----- Data for review

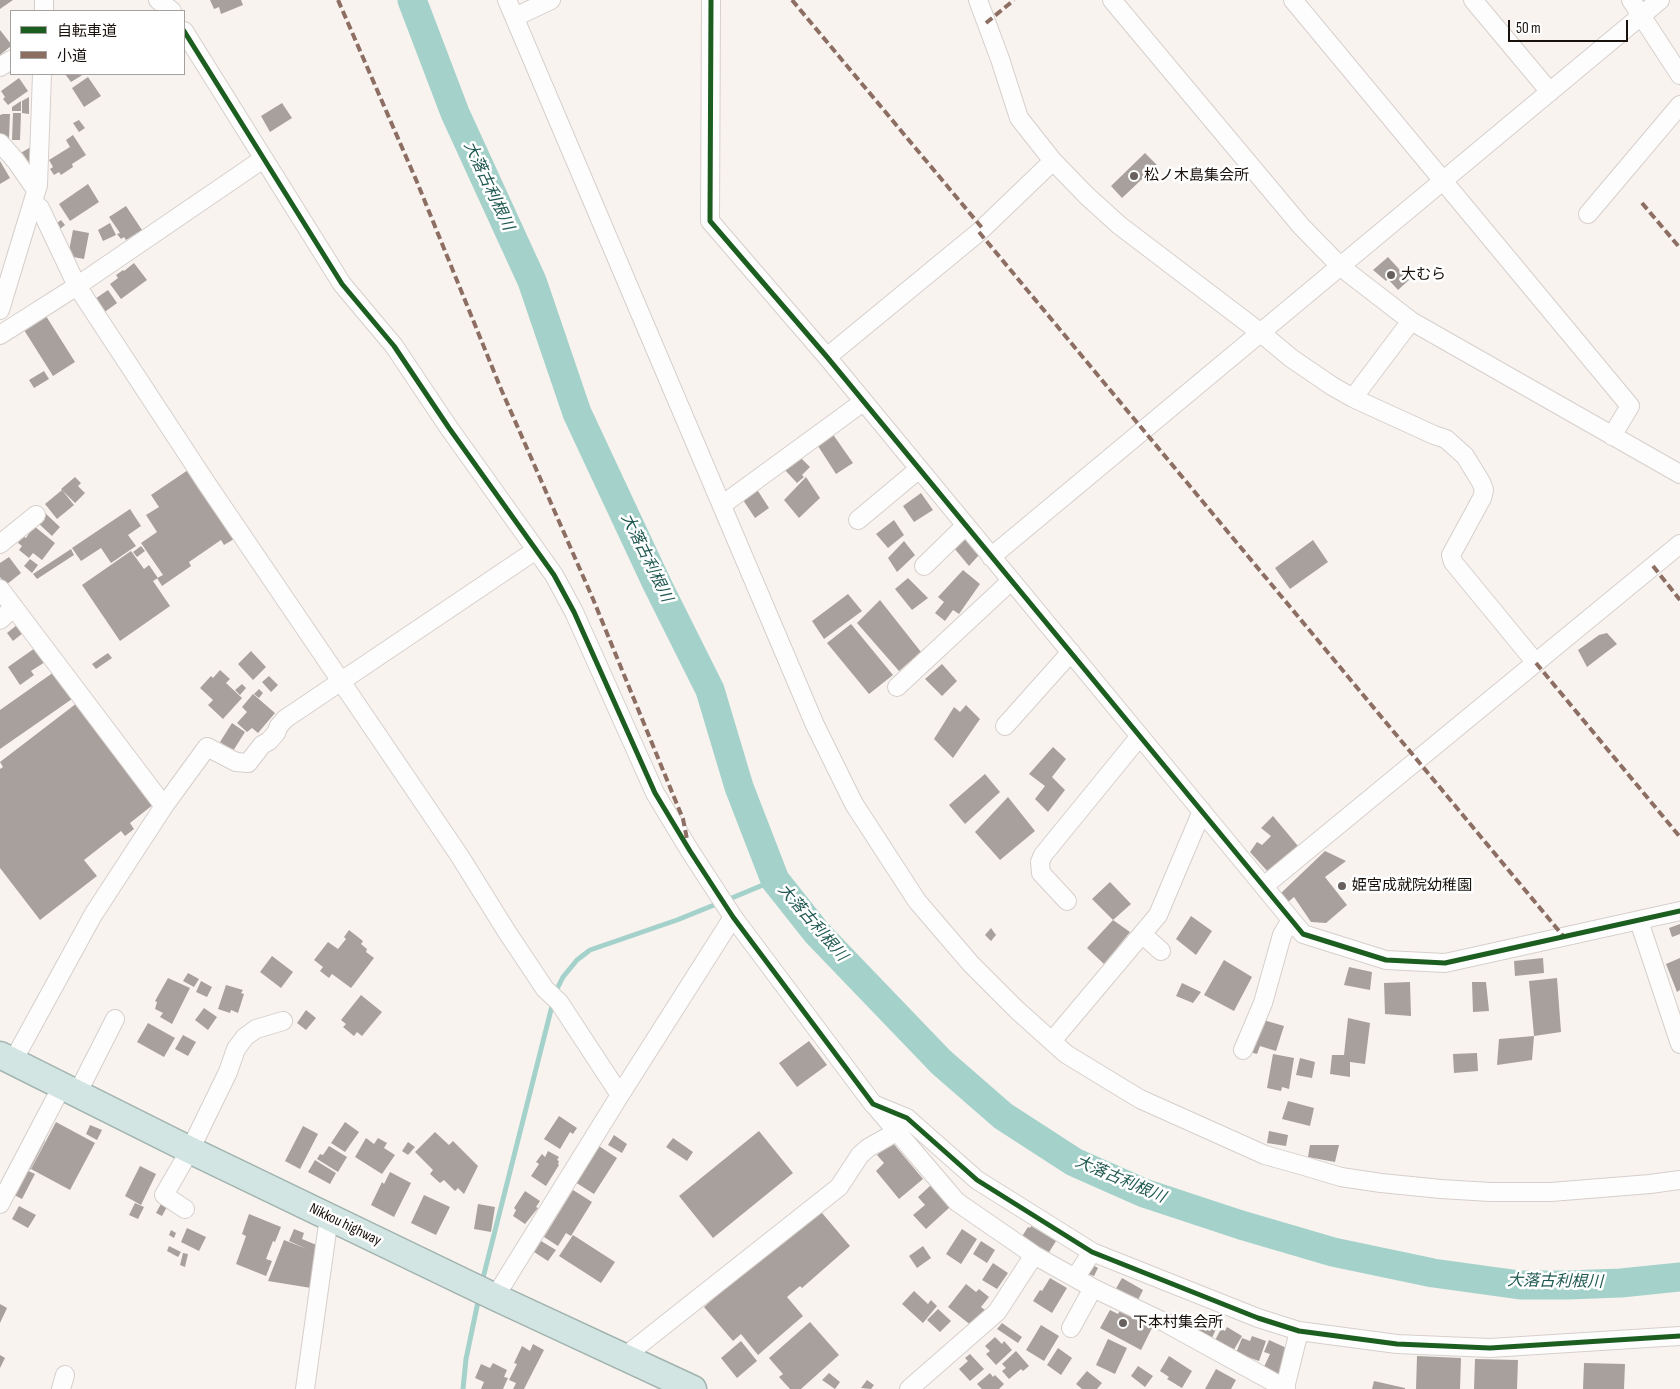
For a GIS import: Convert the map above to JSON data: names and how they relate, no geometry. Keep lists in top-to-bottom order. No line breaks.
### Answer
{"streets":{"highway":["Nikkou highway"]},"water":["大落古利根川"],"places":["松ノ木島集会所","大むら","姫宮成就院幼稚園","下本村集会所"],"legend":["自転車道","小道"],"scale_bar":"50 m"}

----------
----- Data for review

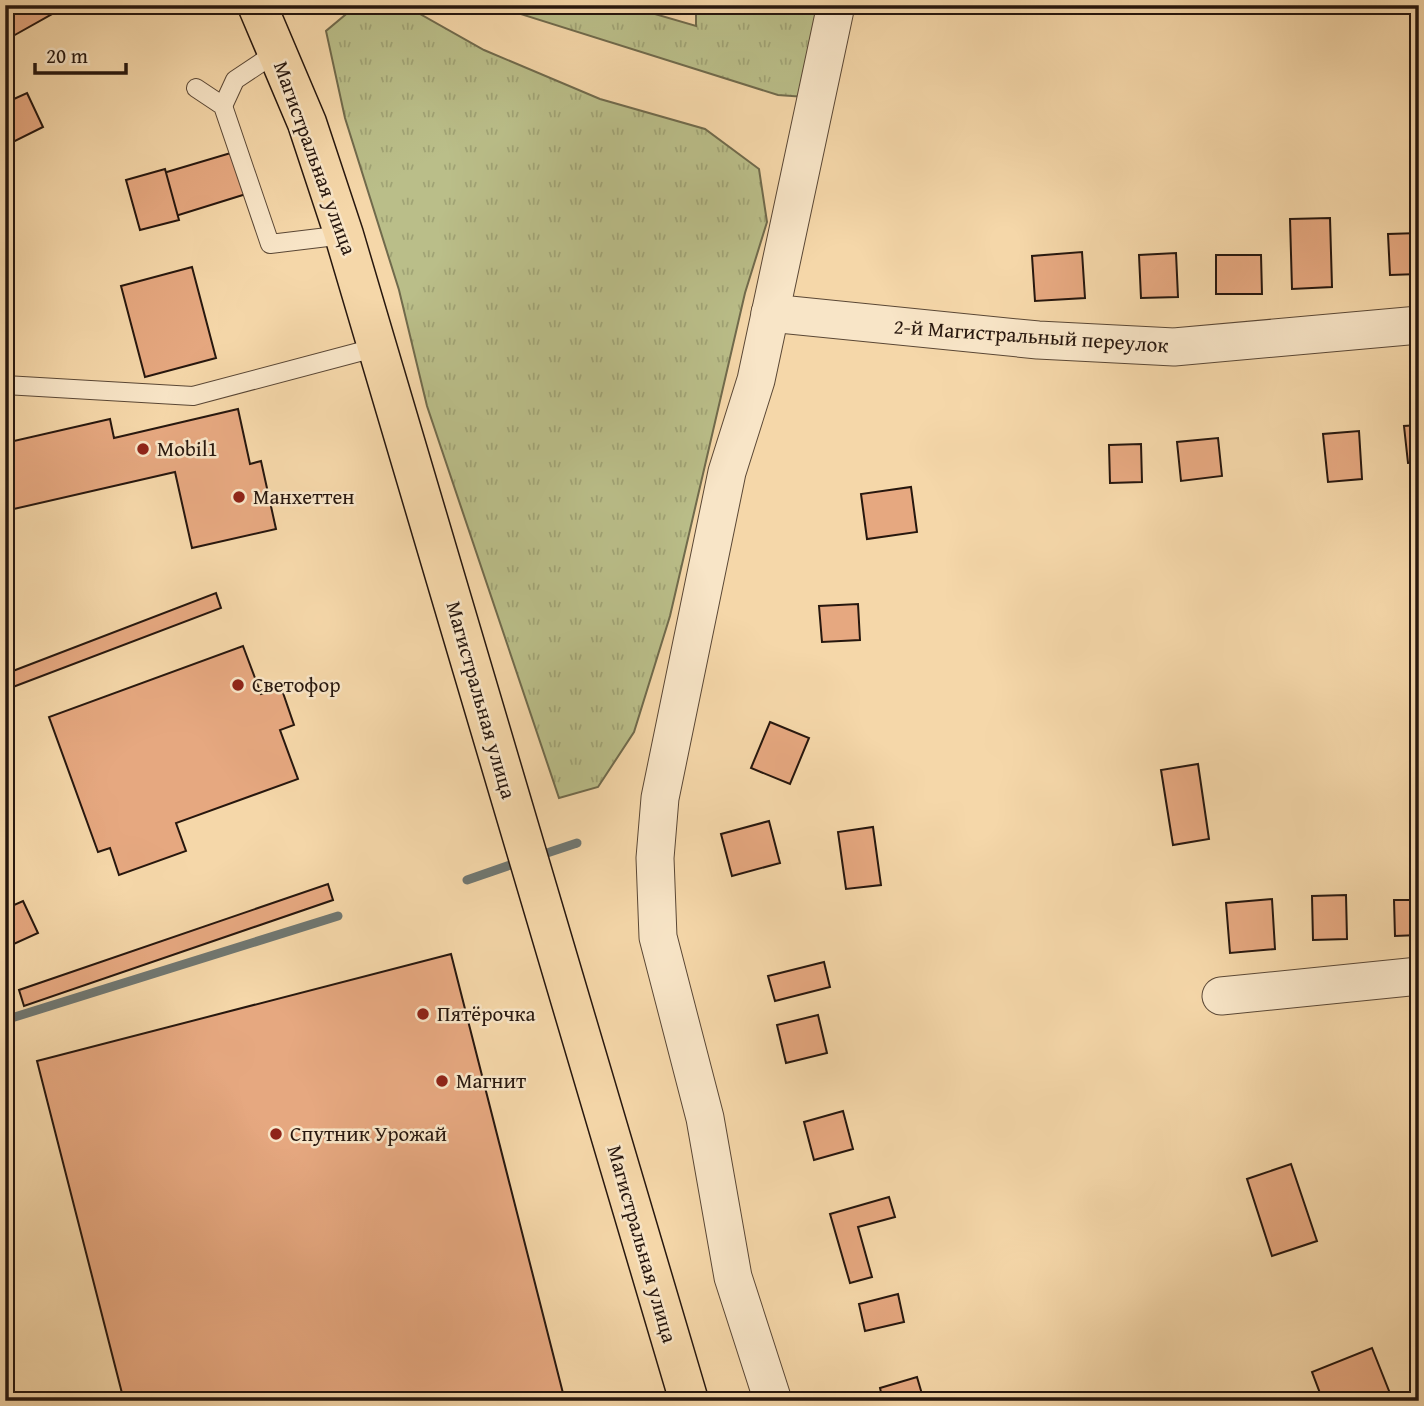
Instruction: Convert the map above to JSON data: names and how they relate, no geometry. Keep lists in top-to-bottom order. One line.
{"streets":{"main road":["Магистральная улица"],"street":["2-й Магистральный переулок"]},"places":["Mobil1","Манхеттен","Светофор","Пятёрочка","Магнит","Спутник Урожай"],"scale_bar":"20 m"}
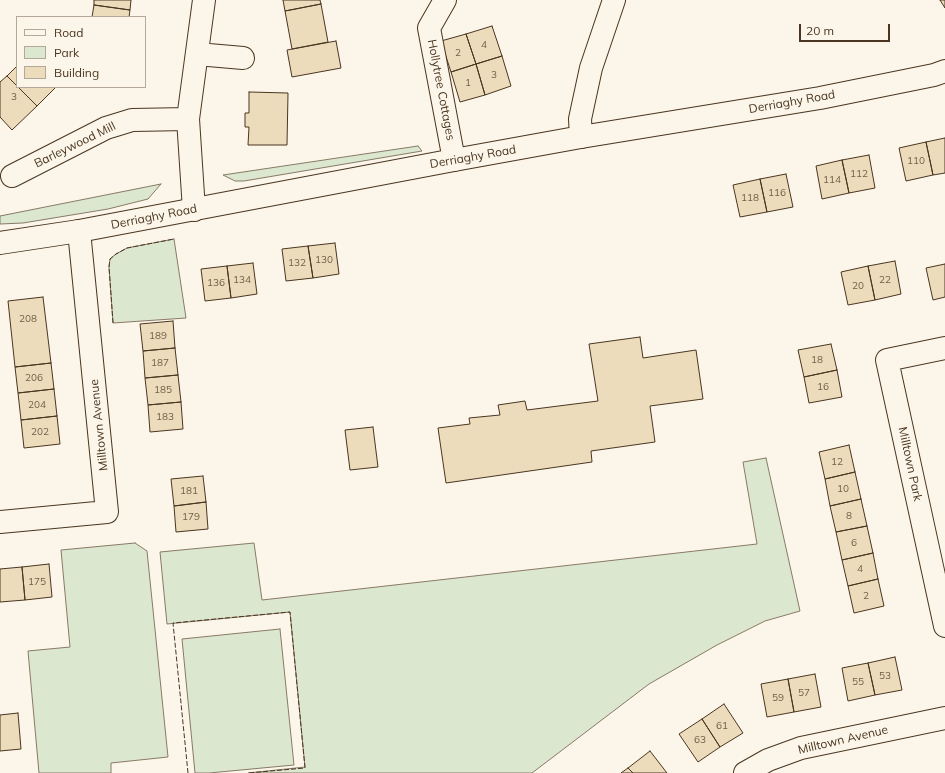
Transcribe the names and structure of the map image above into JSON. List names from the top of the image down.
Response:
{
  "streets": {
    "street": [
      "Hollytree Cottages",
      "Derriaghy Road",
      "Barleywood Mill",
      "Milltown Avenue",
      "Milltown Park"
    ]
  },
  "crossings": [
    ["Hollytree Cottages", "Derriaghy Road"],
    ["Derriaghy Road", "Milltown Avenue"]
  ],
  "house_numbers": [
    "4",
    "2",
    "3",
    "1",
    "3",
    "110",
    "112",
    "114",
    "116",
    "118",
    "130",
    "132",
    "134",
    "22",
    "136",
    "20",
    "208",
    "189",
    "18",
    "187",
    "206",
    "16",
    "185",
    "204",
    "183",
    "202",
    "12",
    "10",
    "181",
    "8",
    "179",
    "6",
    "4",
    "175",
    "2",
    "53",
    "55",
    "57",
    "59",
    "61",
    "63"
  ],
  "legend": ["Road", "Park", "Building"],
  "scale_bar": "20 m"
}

----------

## Your goal
Look above and copy only the lines from the one holding "Instruction: Convert the" to the one holding "Transcribe the names", both included, exactly, minus the pictures.

## Response box
Instruction: Convert the map above to JSON data: names and how they relate, no geometry. Keep lists in top-to-bottom order. One line.
{"streets":{"main road":["Магистральная улица"],"street":["2-й Магистральный переулок"]},"places":["Mobil1","Манхеттен","Светофор","Пятёрочка","Магнит","Спутник Урожай"],"scale_bar":"20 m"}
Transcribe the names and structure of the map image above into JSON. List names from the top of the image down.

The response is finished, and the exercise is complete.